Check each line of the entries below for the string "block"; copy every line where it appears.
┌─ The input
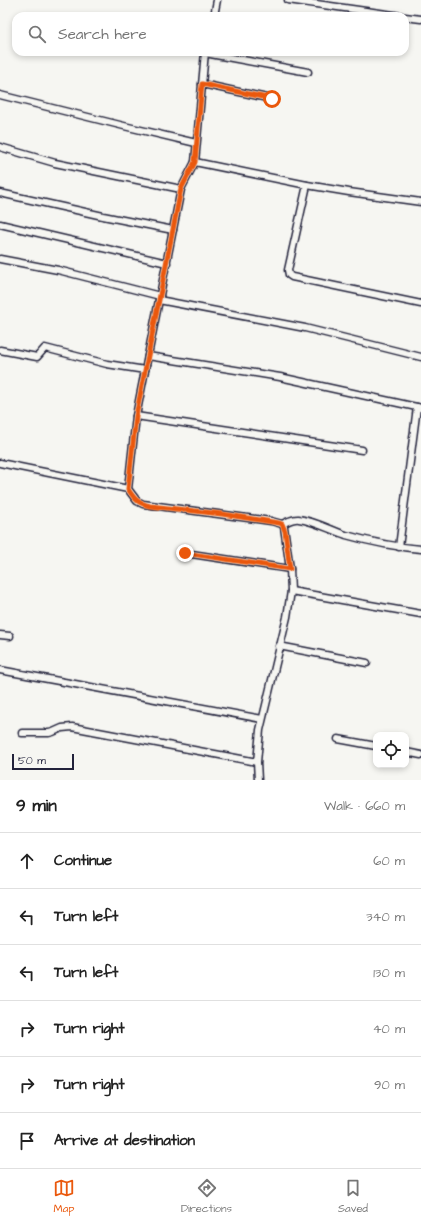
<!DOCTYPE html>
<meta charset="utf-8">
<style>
body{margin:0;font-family:"Architects Daughter",sans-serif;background:#f6f6f6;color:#222}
.controls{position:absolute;right:12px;bottom:12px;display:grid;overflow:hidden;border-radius:8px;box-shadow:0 2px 6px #0003}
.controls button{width:36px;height:36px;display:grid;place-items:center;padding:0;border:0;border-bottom:1px solid #e0e0e0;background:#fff;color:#222;font:20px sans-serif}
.scale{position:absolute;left:12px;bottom:10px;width:62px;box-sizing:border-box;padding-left:4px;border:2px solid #22223b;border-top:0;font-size:11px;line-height:14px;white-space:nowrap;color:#22223b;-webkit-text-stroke:3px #f6f6f2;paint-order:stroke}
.stop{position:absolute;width:12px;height:12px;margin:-9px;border:3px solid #ea580c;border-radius:50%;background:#fff}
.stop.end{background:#ea580c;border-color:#fff;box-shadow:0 1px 4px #0008}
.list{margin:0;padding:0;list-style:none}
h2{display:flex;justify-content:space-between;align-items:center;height:52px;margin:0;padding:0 16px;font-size:17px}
h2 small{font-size:13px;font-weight:400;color:#767676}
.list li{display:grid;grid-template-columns:26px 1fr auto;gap:12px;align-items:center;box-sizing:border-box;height:56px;padding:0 16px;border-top:1px solid #e0e0e0}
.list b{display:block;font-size:15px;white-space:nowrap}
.list em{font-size:13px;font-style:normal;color:#767676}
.icon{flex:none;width:22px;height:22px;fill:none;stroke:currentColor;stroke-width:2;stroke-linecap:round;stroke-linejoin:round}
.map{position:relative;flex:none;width:421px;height:780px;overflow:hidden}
.search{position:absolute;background:#fff;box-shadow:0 2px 6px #0003;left:12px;right:12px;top:12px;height:44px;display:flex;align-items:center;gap:10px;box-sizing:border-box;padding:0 14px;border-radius:12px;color:#767676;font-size:15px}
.sheet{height:388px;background:#fff}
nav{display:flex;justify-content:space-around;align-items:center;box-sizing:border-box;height:56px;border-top:1px solid #e0e0e0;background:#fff;font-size:11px;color:#767676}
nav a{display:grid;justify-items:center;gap:2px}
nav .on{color:#ea580c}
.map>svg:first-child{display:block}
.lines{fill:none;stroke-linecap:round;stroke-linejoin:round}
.minor-casing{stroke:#22223b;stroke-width:9}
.minor{stroke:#f6f6f2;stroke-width:6}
.route{stroke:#ea580c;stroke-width:5}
</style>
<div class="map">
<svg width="421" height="780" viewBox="0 0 421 780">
<rect width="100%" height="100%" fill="#f6f6f2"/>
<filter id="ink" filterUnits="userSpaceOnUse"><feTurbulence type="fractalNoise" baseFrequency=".025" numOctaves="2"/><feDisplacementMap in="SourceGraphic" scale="8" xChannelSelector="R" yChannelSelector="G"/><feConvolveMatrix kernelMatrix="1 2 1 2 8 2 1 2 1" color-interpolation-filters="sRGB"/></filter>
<g filter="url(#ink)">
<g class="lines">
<defs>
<g id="minor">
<path d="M288,0L401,16"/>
<path d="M214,16L217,0"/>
<path d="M405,17L421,19"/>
<path d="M205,53L308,72"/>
<path d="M202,84L272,99"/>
<path d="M0,95L124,126L196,143"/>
<path d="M0,147L55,163L181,189"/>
<path d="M195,162L205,52"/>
<path d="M307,185L288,270L289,275L292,277L421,304"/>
<path d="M0,193L103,216L173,230"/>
<path d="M0,224L167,263"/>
<path d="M0,259L58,270L160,296"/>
<path d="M159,300L305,328L421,357"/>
<path d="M0,350L37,357L45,348L107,364L145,370"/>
<path d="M148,356L280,377L421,408"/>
<path d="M136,416L362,450"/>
<path d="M0,463L128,489"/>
<path d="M282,524C287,522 293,518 299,519C314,521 331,530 346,535C371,542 395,547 421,549"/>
<path d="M399,547L417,407"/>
<path d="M185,553L290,569"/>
<path d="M291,591L421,614"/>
<path d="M0,635L10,636"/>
<path d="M279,646L367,663"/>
<path d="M0,670L262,719"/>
<path d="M22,733H49L53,732L62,728L72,727L257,762"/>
<path d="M338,739L376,746"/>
<path d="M406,752L421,755"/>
<path d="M258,780L257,762L260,730L287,617L291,591L290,569L284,527L282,524L271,521L143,504L137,501L128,489L136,416L181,189L195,162L307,185L349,192L421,202"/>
</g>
</defs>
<!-- minor casing -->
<use href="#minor" class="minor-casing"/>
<!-- minor -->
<use href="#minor" class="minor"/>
</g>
</g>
<g class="lines" filter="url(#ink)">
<!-- route -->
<path class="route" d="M185,553L290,569L285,531L282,524L279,523L222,514L150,506C138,503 135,500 128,489L136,416L181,189L195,162L202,84L272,99"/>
</g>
</svg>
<div class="controls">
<button><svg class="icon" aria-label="locate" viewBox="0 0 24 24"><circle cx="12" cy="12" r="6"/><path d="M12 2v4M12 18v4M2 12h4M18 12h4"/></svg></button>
</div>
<div class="scale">50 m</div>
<div class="stop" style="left:272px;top:99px"></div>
<div class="stop end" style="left:185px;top:553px"></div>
<div class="search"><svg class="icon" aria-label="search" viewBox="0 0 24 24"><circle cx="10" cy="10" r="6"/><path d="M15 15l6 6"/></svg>Search here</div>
</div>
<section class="sheet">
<h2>9 min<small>Walk · 660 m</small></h2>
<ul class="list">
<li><svg class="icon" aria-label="ahead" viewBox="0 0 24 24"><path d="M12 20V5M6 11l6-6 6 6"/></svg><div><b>Continue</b></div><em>60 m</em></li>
<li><svg class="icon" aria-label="left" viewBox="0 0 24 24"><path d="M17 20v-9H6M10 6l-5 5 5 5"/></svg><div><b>Turn left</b></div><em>340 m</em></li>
<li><svg class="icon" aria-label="left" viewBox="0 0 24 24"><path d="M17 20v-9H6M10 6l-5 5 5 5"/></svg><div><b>Turn left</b></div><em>130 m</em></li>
<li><svg class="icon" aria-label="right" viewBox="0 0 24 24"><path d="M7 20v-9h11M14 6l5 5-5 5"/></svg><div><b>Turn right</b></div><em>40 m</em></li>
<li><svg class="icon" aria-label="right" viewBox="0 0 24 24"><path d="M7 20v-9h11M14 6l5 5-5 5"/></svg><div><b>Turn right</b></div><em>90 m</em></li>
<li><svg class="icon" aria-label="arrive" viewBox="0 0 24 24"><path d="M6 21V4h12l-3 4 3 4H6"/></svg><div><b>Arrive at destination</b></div></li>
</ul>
</section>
<nav>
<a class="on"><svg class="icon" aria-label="map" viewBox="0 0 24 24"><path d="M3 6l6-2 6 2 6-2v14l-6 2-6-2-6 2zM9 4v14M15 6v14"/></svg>Map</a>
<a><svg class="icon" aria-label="directions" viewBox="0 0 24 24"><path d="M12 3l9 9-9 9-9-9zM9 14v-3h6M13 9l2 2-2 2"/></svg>Directions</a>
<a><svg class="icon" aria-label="saved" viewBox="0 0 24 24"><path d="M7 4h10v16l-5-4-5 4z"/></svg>Saved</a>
</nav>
└─
### Task output
.list b{display:block;font-size:15px;white-space:nowrap}
.map>svg:first-child{display:block}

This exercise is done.